Through her mad ninja ways, and keen investigating, (Seriously, are all the detectives working this case daft?) Emily proved, her father wasn’t kept a prisoner in the silo, that he made it up, staged this, and who knows what else he’s lying about. There’s more to the story that initially meets the eye and slowly, the picture she’s been making of her father is shattering, for everyone but Nolan. I just wonder at what point in this Emily will start hurting for it.

David Clark isn’t the “good man” the memories of a grieving daughter made him out to be. He wasn’t imprisoned, he wasn’t entirely free either, but he was free to roam around, free to go see his daughter, to talk to her, free to explain, to see if she was okay, to make sure she was. He’s mad at Nolan, plotted revenge on him, for depriving Amanda of the money she was owed, but what he did was so much worst. He deprived her of a family, of the love a father can have for his daughter.

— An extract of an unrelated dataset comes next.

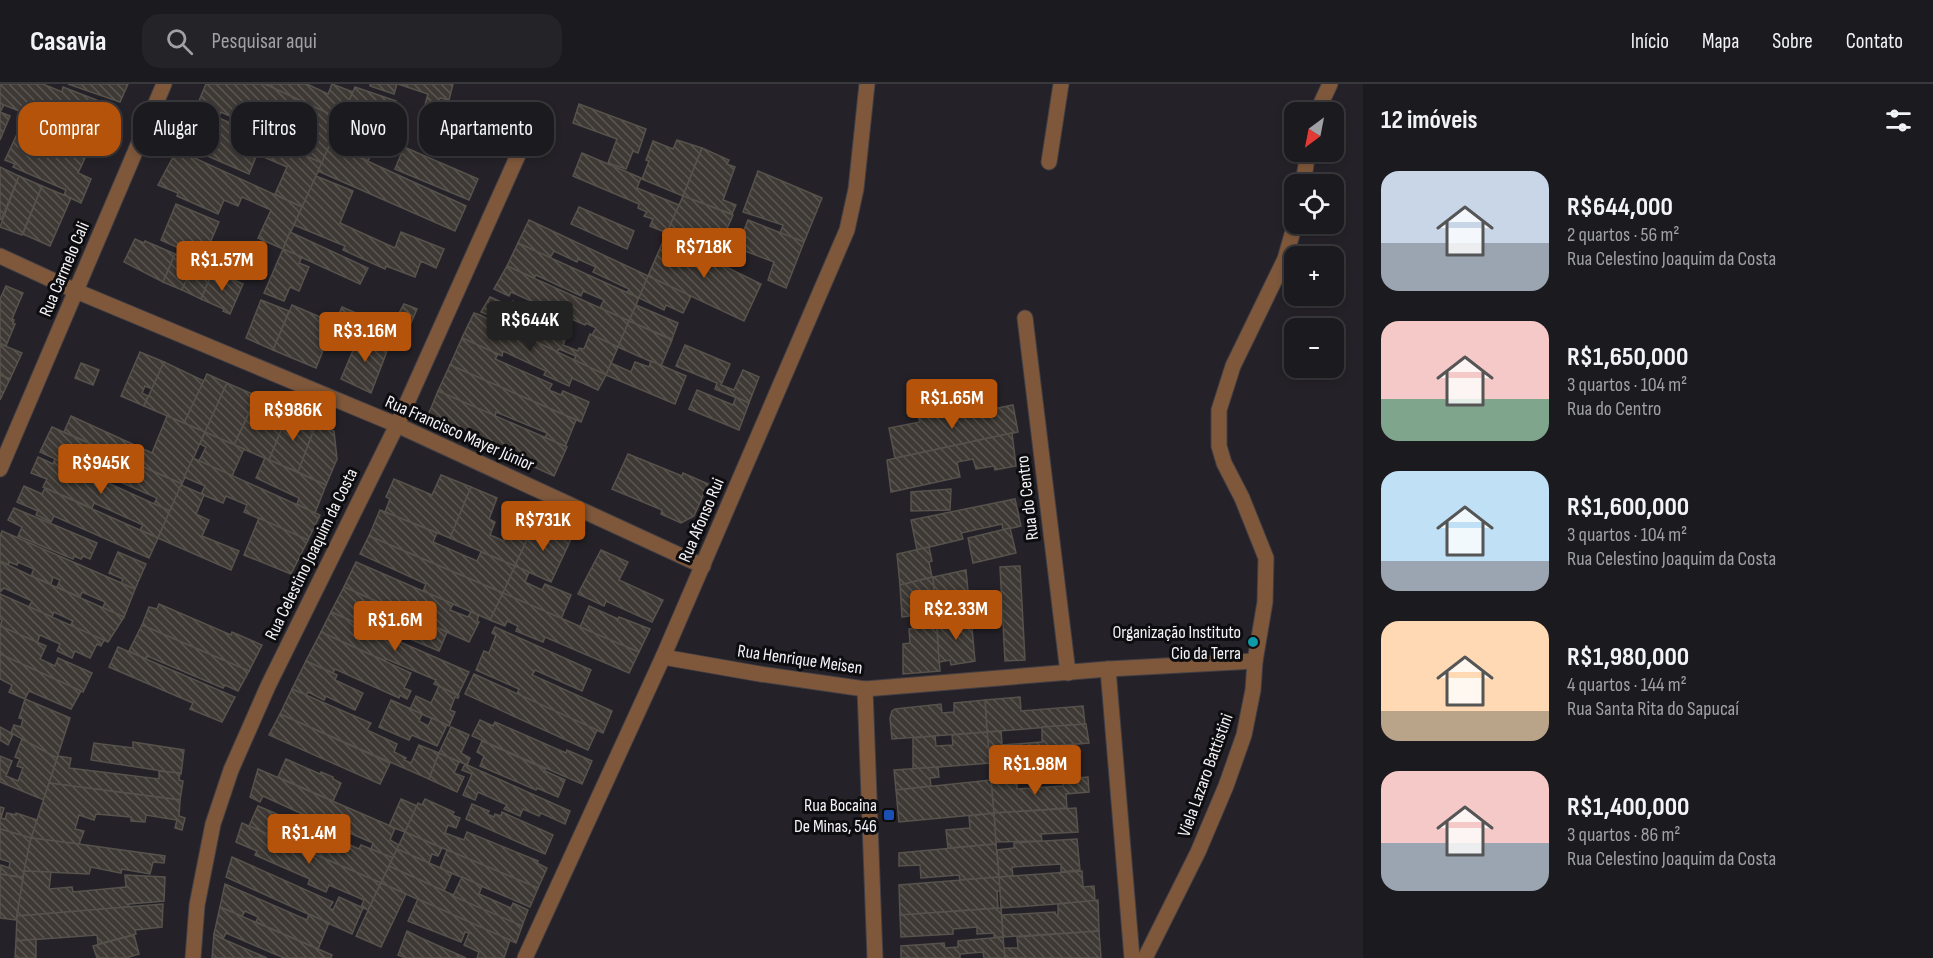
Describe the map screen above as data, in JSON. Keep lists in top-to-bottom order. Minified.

“Damage” proved David has another agenda, and I like that he’s not as stupid as he looks, but this also means the illusion Emily painted of the man she remembered doesn’t exist, he’s not the loving father, or at least not anymore. He’s playing them, playing them all, and Victoria, I have the feeling, is the long con. In one day’s research he discovered Fake Amanda didn’t get the money and that Nolan “lied” to him, knows the Graysons bought him out of his company. Surely in his 20 years of research on the Graysons, and the conspiracy surrounding them, he came to realise Victoria was just as bad as Conrad. If Emily came to that conclusion, he had to have also, right? He’s the one that left her the clues, the journals, the address to Taekeda’s Revenge Camp. He’s the one that pushed her there.

“When I was a child, my father was framed for a crime he didn’t commit. Before he died, he left a road map for revenge that led me to the people who destroyed our lives. Sometimes the innocent get hurt, but one by one the guilty will pay.” – Emily

David has his own, messed up map, now that his daughter took care of the one he had painted out for her in his journals, and he better have a good reason for letting her do it all on her own. The first person on his agenda to avenge, is Nolan, and it turns out to be way to easy, because Nolan sees him as father, he’s quick to trust, believe, see the good in people, no questions asked. In a very public, Emily-esque kind of way, and with no way out, David confronts Nolan on live television.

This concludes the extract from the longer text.